A few days ago, I wrote about how new figures from apps analytics firm Localytics showed that people were increasingly using mobile phones to “snack” on news content, but that tablet owners spend far more time reading on the larger device. I have since asked Localytics for more data on tablet usage and have found that, when it comes to news reading, similar dynamics play out on the larger devices, except at greater length.
That first batch of numbers from Localytics said only that the average reading session in a tablet news app is 50 percent higher than on a smartphone, according to data they had gathered from 100 million mobile devices and 500 apps over the course of a year. (Note: Localytics at first said, erroneously, that each tablet session was 50 times longer than a smartphone session, an eye-popping figure that turned out to be incorrect.)

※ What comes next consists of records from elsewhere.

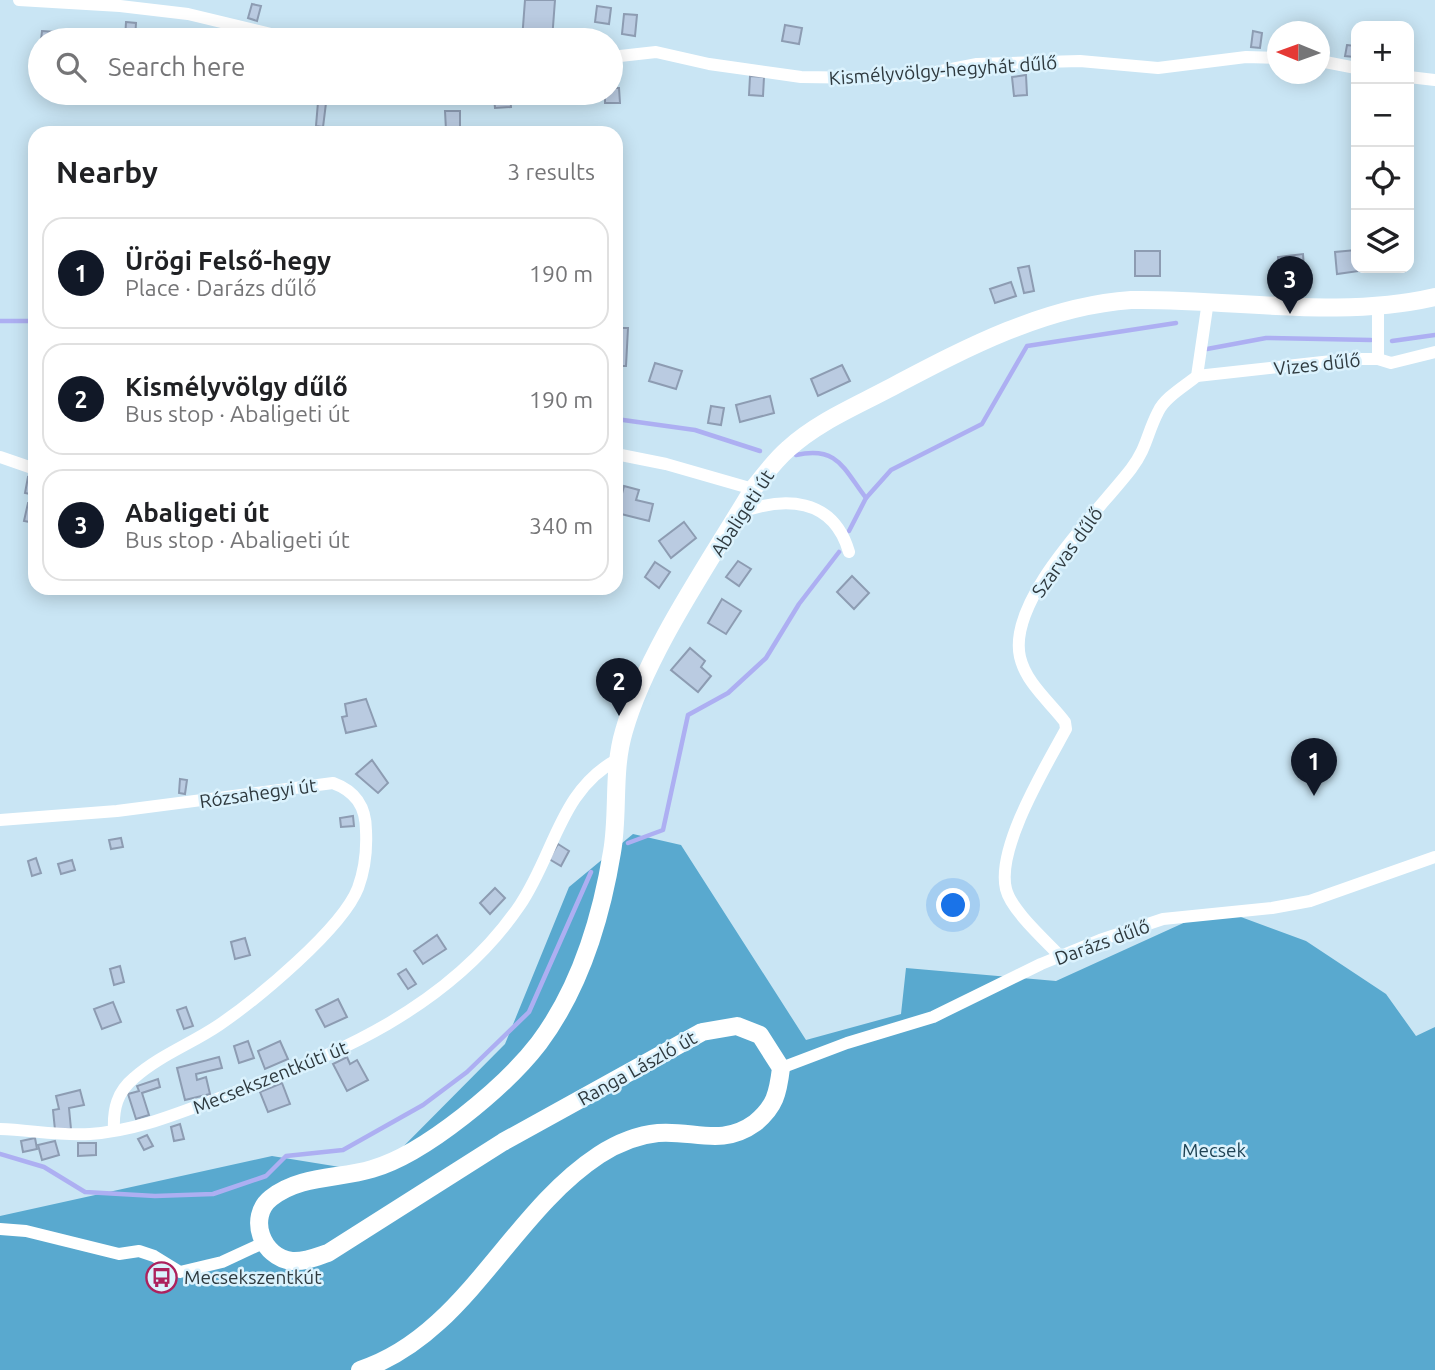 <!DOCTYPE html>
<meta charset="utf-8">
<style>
:root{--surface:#fff;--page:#f6f6f6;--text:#202124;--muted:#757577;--line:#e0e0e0;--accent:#111827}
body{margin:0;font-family:Ubuntu,sans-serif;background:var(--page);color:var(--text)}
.controls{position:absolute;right:21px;top:21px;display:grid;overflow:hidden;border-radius:14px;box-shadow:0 4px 18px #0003}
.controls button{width:63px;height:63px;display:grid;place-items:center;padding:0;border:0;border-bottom:2px solid var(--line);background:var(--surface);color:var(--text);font:35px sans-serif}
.compass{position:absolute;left:1267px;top:21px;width:63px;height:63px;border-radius:50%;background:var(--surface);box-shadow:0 4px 18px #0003;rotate:271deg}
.you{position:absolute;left:954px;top:906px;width:24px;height:24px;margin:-18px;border:5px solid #fff;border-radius:50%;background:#1a73e8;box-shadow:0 0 0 10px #1a73e833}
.badge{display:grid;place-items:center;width:46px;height:46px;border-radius:50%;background:var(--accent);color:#fff;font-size:23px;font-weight:700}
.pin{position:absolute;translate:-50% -58px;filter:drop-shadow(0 2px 4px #0008)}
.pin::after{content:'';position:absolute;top:37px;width:24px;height:21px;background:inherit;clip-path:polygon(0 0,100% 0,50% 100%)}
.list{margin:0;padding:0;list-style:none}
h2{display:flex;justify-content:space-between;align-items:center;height:91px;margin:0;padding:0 28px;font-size:30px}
h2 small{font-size:23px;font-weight:400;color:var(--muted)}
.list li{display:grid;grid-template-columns:46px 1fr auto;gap:21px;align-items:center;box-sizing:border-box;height:112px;margin:0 14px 14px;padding:0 14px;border:2px solid var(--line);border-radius:21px}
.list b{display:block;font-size:26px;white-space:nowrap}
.list p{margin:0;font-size:23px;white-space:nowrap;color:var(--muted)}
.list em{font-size:23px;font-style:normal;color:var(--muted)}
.icon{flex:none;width:38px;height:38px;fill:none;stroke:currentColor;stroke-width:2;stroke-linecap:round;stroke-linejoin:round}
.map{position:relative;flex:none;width:1435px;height:1370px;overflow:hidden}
.search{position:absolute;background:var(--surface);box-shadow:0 4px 18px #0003;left:28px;top:28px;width:595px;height:77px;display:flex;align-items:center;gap:18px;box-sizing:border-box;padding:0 24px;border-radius:38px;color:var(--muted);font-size:26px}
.panel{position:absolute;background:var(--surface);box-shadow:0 4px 18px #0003;left:28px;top:126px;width:595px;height:469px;border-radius:21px}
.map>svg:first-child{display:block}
.forest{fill:#59a9cf}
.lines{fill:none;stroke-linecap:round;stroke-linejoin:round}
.stream{stroke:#adaff2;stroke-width:4.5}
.building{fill:#bacbe1;stroke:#8d9cb2;stroke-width:2}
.street{stroke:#fff;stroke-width:12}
.secondary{stroke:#fff;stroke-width:18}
.labels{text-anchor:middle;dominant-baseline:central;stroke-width:5;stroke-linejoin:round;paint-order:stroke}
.street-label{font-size:19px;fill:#2e393e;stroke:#dbf2fd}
.park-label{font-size:19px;fill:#1f4354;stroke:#dbf2fd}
.poi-label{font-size:19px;fill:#2e393e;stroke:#dbf2fd;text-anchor:start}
</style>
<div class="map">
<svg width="1435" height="1370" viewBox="0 0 1435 1370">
<rect width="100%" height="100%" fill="#c9e5f4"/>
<!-- forest -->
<polygon class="forest" points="633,834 681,845 806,1040 901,1014 906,968 1056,981 1201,915 1222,910 1306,941 1386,994 1416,1036 1435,1027 1435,1370 0,1370 0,1216 272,1156 377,1173 505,1044 569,887"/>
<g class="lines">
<!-- stream -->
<g class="stream">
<polyline points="0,321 35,321"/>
<polyline points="1392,341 1435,335"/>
<polyline points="1207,349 1266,338 1371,340"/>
<polyline points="616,419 695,430 760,451"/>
<path d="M796,455C838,446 843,468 866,498"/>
<polyline points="849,531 866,498 891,470 982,424 1027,346 1176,323"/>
<polyline points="628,843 663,830 688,715 728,693 766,658 799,604 839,552"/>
<polyline points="0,1154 44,1167 85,1192 155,1196 213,1194 266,1176 286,1156 343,1150 423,1105 467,1072 529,1012 591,872"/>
</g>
</g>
<!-- building -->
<g class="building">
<polygon points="525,0 555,0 552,40 522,40"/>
<polygon points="252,4 261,6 257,21 248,18"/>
<polygon points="597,6 611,8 609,24 595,22"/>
<polygon points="624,14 637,15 635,36 622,34"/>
<polygon points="126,22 136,23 135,40 125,40"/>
<polygon points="785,25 802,28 799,44 782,41"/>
<polygon points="42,31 56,32 55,40 41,40"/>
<polygon points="1253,31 1262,33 1260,48 1251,47"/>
<polygon points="1347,45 1355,46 1354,57 1345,56"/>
<polygon points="1026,75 1027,95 1014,96 1012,77"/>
<polygon points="750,76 764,77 763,96 749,95"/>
<polygon points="611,88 619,88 620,103 605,103 605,93 611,93"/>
<polygon points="510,96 511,107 495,108 494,97"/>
<polygon points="318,102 326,103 323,127 316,126"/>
<polygon points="445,111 460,111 460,130 446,130"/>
<polygon points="1356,250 1359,271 1337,274 1335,252"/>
<rect x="1135" y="251" width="25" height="25"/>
<polygon points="1303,254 1304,268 1299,269 1300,282 1281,284 1278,257"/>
<polygon points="1029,266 1034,291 1024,293 1018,268"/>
<polygon points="1011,282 1016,296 995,303 990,289"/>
<polygon points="616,328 628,328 626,366 616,366"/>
<polygon points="655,363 682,371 676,389 649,381"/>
<polygon points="842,365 850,381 818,396 811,379"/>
<polygon points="770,396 774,413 740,422 736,405"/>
<polygon points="711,406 724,408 721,425 708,423"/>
<polygon points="28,477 35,478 35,495 25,493"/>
<polygon points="624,486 639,490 636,500 653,504 649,521 617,513"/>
<polygon points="28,503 35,504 35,523 24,521"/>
<polygon points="684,522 696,538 671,558 659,541"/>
<polygon points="738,561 751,569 739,586 726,577"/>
<polygon points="655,562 670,572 659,588 645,577"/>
<polygon points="852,576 869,593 854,609 837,592"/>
<polygon points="722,599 741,611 726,634 708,623"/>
<polygon points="690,648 705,661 701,667 711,676 698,692 671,670"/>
<polygon points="366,699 376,726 346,733 342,717 347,716 345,704"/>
<polygon points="372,760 388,783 378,793 356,774"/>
<polygon points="180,779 187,780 185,794 179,793"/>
<polygon points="353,816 354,826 341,827 340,818"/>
<polygon points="121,838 123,847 111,849 109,840"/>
<polygon points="558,844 569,851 561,866 549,859"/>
<polygon points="36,858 41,873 32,876 28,861"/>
<polygon points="72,860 75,870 61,874 58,864"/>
<polygon points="495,888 505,898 490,914 480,903"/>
<polygon points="437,935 446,949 423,964 414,951"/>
<polygon points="245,938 250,955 235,959 231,942"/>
<polygon points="120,966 124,982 114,985 110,969"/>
<polygon points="406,969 416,984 408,989 398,974"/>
<polygon points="338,999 347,1017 325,1027 316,1010"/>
<polygon points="113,1002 121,1022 102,1029 94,1009"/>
<polygon points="186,1007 193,1026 184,1029 177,1010"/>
<polygon points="248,1041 254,1058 239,1063 234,1046"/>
<polygon points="280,1041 288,1059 265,1069 258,1051"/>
<polygon points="219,1057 222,1068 196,1074 197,1080 206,1077 210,1094 185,1100 177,1068"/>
<polygon points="347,1057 350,1064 357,1060 368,1080 347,1091 333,1064"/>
<polygon points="158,1079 160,1087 142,1093 149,1115 136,1119 128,1094 139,1091 137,1086"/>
<polygon points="282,1083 290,1104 268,1112 260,1092"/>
<polygon points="80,1090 84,1105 69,1108 71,1129 55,1130 53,1110 59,1109 56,1096"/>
<polygon points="180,1124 184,1139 174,1141 171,1127"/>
<polygon points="147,1135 153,1146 144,1150 138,1139"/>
<polygon points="35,1138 37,1149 23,1152 21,1141"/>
<polygon points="55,1141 59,1155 42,1160 38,1145"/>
<polygon points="78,1143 96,1143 96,1155 78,1156"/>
</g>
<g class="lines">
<!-- street -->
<g class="street">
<polyline points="19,0 120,6 188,14 296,40"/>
<polyline points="611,57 656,52 709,64 801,77 872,78 931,73 977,64 1080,61 1158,68 1246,57 1278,58"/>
<polyline points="1320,61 1356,68"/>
<polyline points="1409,77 1435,80"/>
<polyline points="1378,359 1378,305"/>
<polyline points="1197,376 1350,359 1378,359 1391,363 1435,352"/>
<polyline points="616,454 666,464 753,489"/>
<polyline points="0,457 35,469"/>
<path d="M739,513C784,496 833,497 849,552"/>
<path d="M0,820L117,811L333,783C355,791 366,806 366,831C367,851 365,869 358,888C342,929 257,999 219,1025C191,1044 160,1055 134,1078C117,1092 113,1109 114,1130"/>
<path d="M1060,956C1045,940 1011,910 1006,889C996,848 1046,766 1066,729L1065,722C1050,702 1026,683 1020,657C1007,599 1098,512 1131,469C1147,448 1147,433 1158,412C1164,398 1185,386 1197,376L1208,301"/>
<polyline points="781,1068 847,1043 933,1017 1041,964 1100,940 1163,919 1272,908 1310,901 1435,857"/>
<path d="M0,1129C30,1130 60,1136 90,1134C137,1131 179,1113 222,1097C334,1057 451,1007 520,905C555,853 560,790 618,759"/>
<polyline points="0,1229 26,1231 119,1254 139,1251 154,1256 180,1272 222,1262 263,1243"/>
</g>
<!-- secondary -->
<path class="secondary" d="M360,1370C465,1336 509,1214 599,1155C616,1144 637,1135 658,1133C694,1130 722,1147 755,1123C775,1107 778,1093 781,1068L760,1035L737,1026L702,1032L503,1142L328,1253C316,1257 305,1262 292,1261C262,1258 247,1217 271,1198C300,1175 339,1179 372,1169C425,1154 506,1086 539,1043C580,988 601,919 612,852C619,813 612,771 624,731C646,653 711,560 753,489C764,476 774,461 788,449C816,423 854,407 888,389C964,349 1044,306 1131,300C1231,298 1336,320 1435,297"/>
</g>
<!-- icons -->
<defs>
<symbol id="bus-ring" viewBox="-11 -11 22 22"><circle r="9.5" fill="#dbf2fd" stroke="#ad215d" stroke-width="1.5"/><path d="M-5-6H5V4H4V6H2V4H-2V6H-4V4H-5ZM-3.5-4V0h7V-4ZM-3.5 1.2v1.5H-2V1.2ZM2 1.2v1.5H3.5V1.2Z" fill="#ad215d"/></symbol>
</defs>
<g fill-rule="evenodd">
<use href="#bus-ring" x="144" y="1260" width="35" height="35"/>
</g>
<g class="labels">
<!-- street labels -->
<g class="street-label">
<text transform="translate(943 70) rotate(-4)">Kismélyvölgy-hegyhát dűlő</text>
<text transform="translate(1317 364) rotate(-6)">Vizes dűlő</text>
<text transform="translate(742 513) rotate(-57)">Abaligeti út</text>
<text transform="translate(1067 552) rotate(-54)">Szarvas dűlő</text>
<text transform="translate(258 793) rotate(-8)">Rózsahegyi út</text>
<text transform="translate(1102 942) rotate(-20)">Darázs dűlő</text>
<text transform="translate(637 1068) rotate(-29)">Ranga László út</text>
<text transform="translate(270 1077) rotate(-22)">Mecsekszentkúti út</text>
</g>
<!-- park labels -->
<g class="park-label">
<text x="1214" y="1150">Mecsek</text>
</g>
<!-- poi labels -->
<g class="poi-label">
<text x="184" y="1277">Mecsekszentkút</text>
</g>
</g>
</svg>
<div class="controls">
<button>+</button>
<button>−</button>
<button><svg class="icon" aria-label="locate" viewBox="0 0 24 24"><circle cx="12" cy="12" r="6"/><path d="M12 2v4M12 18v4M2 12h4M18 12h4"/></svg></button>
<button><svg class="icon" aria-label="layers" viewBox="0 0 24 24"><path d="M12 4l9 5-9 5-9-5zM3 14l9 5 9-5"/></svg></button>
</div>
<svg class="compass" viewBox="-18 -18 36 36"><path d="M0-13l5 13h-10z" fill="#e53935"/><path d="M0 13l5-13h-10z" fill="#757577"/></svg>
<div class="you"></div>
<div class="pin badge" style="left:1314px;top:796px">1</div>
<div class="pin badge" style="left:619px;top:716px">2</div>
<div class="pin badge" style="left:1290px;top:314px">3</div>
<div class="search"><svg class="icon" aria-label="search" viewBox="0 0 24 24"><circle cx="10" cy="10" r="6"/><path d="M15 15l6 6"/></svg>Search here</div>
<section class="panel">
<h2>Nearby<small>3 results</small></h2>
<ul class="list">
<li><span class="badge">1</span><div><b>Ürögi Felső-hegy</b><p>Place · Darázs dűlő</p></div><em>190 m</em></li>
<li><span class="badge">2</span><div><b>Kismélyvölgy dűlő</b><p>Bus stop · Abaligeti út</p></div><em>190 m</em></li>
<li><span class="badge">3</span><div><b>Abaligeti út</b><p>Bus stop · Abaligeti út</p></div><em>340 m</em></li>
</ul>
</section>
</div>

That difference is significant and suggests that while smartphones are great for delivering quick news injections, tablets facilitate a more engaged reading experience.
The new data I’ve received from Localytics indicates the following:
- The volume of tablet news app sessions per user per month has increased 26 percent year-over-year
- However, the average length of each tablet news app session year-over-year has decreased by 16 percent
- The average tablet news app session length year-over-year is just under 15 minutes
- The average total time in tablet news apps per user has increased 14 percent year-over-year
So, in short, more people are turning to their tablets more often to read news, but they’re doing so for a shorter amount of time each time. Even though the “snacking” behavior has increased, however, any time someone open a news app on their tablets, they’re likely to spend close to 15 minutes in that app. In total, people are spending substantially more time in tablet news apps than they were at this time last year.
I can think of three reasons to explain the trend.
First, there are simply more apps competing for people’s time, so users are perhaps more likely to switch frequently between apps.
Second, tablet ownership is diversifying as tablets become cheaper and more mainstream. There’s a fair chance that early adopters were more inclined to read news than later-comers, and that what we’re now seeing is a regression to the mean.
Third, more people might be ditching their paper subscriptions in favor of reading on their tablets.
Some more details:
- In July 2012, the number of tablet news app sessions per user per month was 12. In July 2013, that number was 17.
- In July 2012, the average session length in a tablet news app was 11 minutes. In July 2013, it was 10. That figure peaked at 17 minutes in February and March 2013.
- In July 2012, the time in tablet news apps per user was 14 minutes. In July 2013, it was 16.3 minutes.
By comparison, people spend 4.2 minutes per day in smartphone news apps, according to Localytics. That data reinforces Flurry’s findings, reported on today by PandoDaily’s Nathaniel Mott, that iPads and iPhones are in fact very different.
I think this is encouraging news for news organizations. There’s no doubt they’ll want to increase the length of those news-reading sessions, but 16 minutes per day of face time with a consumer (when they open their news apps) is nothing to sneeze at. And in general, it looks like people are spending more “lean-back” time with tablet news, compared to the more hyperactive bursts of news consumption on their smartphones. However, that people are accessing news apps on only average only 17 times per month does suggest that reading on a tablet has for many not yet become a daily habit.
It’s likely that digital news reading habits will change even more in the next 12 months. We are still in the midst of a big transition from newspapers to digital. Figures collected by Pew Research last year showed that Americans who read news regularly are more likely to have read a newspaper yesterday (about 74 percent) than they were to have read a newspaper on a handheld device (about 53 percent).
It can’t be too long until those figures are flipped on their head.